The problem
The answer must be a bare number: the count of lines below that contain "absolute".

Records from a dataset
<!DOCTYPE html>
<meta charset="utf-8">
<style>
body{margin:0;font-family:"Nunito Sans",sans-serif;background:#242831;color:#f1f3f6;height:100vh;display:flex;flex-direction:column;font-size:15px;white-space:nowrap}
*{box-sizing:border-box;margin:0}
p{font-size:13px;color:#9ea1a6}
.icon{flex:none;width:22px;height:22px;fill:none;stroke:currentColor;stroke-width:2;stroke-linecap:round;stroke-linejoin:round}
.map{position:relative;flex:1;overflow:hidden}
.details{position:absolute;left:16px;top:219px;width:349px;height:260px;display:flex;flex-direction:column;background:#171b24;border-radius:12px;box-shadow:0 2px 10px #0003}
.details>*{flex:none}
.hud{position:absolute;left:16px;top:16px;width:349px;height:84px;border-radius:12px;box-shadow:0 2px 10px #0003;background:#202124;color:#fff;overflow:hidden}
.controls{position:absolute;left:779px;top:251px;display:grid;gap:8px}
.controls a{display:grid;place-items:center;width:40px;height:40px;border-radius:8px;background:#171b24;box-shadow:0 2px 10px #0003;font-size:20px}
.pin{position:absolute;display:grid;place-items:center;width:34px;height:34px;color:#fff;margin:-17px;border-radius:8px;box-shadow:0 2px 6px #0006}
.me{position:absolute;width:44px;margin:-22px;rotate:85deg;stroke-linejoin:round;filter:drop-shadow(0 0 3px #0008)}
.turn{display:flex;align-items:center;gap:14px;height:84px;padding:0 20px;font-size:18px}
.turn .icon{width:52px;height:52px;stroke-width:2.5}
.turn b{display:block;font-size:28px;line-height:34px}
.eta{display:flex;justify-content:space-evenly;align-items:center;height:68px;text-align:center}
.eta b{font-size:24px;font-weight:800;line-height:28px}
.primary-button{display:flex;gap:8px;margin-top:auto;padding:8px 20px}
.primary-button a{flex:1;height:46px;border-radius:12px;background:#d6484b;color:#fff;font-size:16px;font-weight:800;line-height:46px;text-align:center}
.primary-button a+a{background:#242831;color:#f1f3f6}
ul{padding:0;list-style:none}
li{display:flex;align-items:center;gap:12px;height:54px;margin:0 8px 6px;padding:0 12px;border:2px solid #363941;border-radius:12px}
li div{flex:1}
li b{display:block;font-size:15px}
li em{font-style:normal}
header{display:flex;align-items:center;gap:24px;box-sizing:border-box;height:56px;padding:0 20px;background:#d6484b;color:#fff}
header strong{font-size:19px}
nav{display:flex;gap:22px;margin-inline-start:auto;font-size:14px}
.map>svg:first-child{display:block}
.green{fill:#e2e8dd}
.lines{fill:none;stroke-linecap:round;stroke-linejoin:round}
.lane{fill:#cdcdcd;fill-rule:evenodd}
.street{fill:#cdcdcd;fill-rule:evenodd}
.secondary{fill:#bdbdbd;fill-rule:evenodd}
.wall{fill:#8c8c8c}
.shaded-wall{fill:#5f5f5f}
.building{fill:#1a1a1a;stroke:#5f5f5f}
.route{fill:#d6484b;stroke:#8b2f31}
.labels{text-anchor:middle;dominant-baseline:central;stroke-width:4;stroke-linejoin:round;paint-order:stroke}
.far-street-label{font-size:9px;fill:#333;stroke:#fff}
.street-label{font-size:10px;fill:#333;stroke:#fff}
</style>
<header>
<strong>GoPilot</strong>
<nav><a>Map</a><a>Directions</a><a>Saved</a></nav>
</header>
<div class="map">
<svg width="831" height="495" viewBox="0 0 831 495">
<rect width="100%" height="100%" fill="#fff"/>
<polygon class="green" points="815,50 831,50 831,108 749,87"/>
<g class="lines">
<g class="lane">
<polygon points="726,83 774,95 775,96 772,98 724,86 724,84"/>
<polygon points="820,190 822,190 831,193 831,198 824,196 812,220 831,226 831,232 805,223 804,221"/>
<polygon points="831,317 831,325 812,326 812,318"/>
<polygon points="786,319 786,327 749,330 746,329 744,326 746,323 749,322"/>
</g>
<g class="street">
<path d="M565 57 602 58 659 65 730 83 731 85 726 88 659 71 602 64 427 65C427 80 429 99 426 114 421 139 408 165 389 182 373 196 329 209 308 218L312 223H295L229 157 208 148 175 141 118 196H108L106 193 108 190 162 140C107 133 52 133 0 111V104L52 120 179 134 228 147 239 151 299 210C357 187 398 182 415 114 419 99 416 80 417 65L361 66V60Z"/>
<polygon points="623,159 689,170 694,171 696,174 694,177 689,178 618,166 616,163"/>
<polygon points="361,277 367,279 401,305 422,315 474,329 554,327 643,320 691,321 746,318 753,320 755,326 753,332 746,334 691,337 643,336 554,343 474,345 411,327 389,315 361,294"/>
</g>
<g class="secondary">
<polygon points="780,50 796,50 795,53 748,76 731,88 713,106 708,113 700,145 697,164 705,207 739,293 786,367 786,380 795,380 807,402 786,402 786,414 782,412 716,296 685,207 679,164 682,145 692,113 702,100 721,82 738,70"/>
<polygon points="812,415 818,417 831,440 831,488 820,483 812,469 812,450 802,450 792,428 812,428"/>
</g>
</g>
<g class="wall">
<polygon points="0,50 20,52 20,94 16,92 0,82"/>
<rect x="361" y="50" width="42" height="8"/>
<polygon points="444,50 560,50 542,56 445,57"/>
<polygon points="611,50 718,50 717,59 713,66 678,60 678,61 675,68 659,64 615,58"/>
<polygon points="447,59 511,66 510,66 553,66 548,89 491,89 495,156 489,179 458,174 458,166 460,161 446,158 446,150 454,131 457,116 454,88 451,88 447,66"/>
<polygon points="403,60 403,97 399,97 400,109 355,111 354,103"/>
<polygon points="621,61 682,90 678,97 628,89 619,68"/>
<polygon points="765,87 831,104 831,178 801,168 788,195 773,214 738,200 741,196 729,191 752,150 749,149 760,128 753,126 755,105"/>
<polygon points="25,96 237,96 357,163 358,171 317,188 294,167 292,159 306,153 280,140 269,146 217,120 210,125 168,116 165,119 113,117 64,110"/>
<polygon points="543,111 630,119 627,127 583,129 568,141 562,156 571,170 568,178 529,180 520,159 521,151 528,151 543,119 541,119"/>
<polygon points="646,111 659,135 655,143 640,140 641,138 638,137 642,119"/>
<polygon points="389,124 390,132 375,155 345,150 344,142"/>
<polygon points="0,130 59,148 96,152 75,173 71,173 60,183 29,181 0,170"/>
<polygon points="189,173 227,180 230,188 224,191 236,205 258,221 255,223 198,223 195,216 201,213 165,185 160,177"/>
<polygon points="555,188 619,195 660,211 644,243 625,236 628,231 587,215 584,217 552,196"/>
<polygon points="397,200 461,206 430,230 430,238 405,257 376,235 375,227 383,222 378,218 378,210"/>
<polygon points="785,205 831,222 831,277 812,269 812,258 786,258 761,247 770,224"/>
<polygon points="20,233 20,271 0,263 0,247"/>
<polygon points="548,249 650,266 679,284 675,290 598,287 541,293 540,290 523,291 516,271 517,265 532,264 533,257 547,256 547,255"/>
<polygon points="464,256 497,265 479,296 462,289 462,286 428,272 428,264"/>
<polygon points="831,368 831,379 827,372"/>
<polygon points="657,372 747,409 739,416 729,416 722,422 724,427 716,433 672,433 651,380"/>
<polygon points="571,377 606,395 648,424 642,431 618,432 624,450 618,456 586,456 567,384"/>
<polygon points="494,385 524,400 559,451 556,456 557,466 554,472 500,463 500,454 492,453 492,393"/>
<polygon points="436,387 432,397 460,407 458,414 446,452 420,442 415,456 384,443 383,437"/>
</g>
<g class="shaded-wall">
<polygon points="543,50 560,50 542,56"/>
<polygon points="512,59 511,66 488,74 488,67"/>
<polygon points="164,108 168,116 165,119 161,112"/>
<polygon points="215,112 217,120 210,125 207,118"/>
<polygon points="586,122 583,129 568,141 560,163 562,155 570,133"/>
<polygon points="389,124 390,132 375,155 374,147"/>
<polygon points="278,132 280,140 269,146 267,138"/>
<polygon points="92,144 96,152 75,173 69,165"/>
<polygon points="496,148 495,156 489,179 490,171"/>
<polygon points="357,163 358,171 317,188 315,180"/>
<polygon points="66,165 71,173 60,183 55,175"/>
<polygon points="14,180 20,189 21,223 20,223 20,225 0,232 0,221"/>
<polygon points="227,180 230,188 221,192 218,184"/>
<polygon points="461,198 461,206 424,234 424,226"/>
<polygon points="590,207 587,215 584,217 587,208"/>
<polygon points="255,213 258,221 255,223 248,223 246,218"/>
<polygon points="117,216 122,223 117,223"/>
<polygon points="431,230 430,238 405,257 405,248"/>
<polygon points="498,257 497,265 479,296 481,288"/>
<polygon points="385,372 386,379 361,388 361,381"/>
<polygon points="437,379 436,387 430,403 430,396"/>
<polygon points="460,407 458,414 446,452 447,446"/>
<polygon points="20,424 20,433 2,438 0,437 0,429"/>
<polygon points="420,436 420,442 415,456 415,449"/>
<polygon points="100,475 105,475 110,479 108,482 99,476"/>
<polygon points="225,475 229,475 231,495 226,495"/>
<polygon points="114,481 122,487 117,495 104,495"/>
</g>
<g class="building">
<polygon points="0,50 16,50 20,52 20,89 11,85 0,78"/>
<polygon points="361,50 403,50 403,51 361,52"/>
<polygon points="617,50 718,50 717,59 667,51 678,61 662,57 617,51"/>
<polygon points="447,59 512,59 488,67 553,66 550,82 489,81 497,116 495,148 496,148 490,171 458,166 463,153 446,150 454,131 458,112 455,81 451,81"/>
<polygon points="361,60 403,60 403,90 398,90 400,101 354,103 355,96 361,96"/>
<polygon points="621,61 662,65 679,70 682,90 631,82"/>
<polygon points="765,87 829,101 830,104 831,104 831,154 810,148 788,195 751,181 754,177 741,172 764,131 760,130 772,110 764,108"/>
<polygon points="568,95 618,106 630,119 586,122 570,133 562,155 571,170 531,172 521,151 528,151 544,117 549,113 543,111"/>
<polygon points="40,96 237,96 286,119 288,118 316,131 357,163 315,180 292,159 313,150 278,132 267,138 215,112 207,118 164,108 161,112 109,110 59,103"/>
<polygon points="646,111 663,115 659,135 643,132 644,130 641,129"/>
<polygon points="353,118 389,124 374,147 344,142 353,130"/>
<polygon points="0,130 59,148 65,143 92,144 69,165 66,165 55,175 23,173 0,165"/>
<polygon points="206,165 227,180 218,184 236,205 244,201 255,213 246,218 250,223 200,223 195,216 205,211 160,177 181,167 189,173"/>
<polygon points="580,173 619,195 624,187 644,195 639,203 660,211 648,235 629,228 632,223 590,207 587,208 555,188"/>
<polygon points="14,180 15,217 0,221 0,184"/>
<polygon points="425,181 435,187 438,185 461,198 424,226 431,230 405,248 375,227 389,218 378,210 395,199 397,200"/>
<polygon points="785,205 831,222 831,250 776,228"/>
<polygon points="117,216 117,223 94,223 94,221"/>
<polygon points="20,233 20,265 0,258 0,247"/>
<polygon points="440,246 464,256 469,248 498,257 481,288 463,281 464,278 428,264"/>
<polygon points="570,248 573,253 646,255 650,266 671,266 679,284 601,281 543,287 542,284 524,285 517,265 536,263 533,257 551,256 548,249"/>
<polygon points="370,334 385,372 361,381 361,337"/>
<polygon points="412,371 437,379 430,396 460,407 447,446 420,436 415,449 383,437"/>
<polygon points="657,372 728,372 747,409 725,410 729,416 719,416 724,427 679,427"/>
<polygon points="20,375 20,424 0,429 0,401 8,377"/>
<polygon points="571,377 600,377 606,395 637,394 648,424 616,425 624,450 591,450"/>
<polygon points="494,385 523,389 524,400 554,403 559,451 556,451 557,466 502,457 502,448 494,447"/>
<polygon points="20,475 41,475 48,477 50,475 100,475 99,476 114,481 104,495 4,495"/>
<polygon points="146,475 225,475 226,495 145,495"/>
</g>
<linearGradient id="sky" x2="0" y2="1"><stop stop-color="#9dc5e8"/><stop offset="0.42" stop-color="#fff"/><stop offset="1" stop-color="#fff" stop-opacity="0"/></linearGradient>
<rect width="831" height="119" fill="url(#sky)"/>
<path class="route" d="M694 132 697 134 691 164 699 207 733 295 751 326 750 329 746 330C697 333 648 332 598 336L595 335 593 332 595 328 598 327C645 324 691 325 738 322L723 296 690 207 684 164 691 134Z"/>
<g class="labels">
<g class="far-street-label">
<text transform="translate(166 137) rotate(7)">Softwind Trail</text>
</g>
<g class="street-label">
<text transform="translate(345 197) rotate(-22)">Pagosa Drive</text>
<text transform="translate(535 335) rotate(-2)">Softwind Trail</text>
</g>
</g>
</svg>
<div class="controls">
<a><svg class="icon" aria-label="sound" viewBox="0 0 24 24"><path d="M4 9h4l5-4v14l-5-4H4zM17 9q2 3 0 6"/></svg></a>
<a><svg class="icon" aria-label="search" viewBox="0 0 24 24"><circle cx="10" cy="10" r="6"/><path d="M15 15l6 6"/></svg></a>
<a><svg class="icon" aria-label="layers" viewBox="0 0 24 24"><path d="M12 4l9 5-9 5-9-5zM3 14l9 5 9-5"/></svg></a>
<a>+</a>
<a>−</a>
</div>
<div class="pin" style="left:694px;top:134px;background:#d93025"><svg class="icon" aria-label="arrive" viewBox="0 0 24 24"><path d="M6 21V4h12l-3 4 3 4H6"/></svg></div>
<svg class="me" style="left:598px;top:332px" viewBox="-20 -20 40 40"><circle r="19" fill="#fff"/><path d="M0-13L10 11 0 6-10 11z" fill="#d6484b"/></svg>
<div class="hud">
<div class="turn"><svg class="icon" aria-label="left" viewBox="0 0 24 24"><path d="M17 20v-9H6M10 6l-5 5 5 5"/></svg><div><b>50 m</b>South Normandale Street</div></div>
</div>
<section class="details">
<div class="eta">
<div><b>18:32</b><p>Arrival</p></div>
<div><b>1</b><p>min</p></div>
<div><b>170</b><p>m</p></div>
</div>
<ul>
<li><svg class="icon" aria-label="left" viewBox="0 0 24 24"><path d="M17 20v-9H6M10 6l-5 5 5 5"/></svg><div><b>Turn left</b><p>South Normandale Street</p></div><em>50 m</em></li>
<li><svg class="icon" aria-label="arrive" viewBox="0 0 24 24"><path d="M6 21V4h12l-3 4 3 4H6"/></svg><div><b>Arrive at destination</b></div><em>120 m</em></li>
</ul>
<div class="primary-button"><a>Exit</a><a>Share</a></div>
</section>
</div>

Written solution
5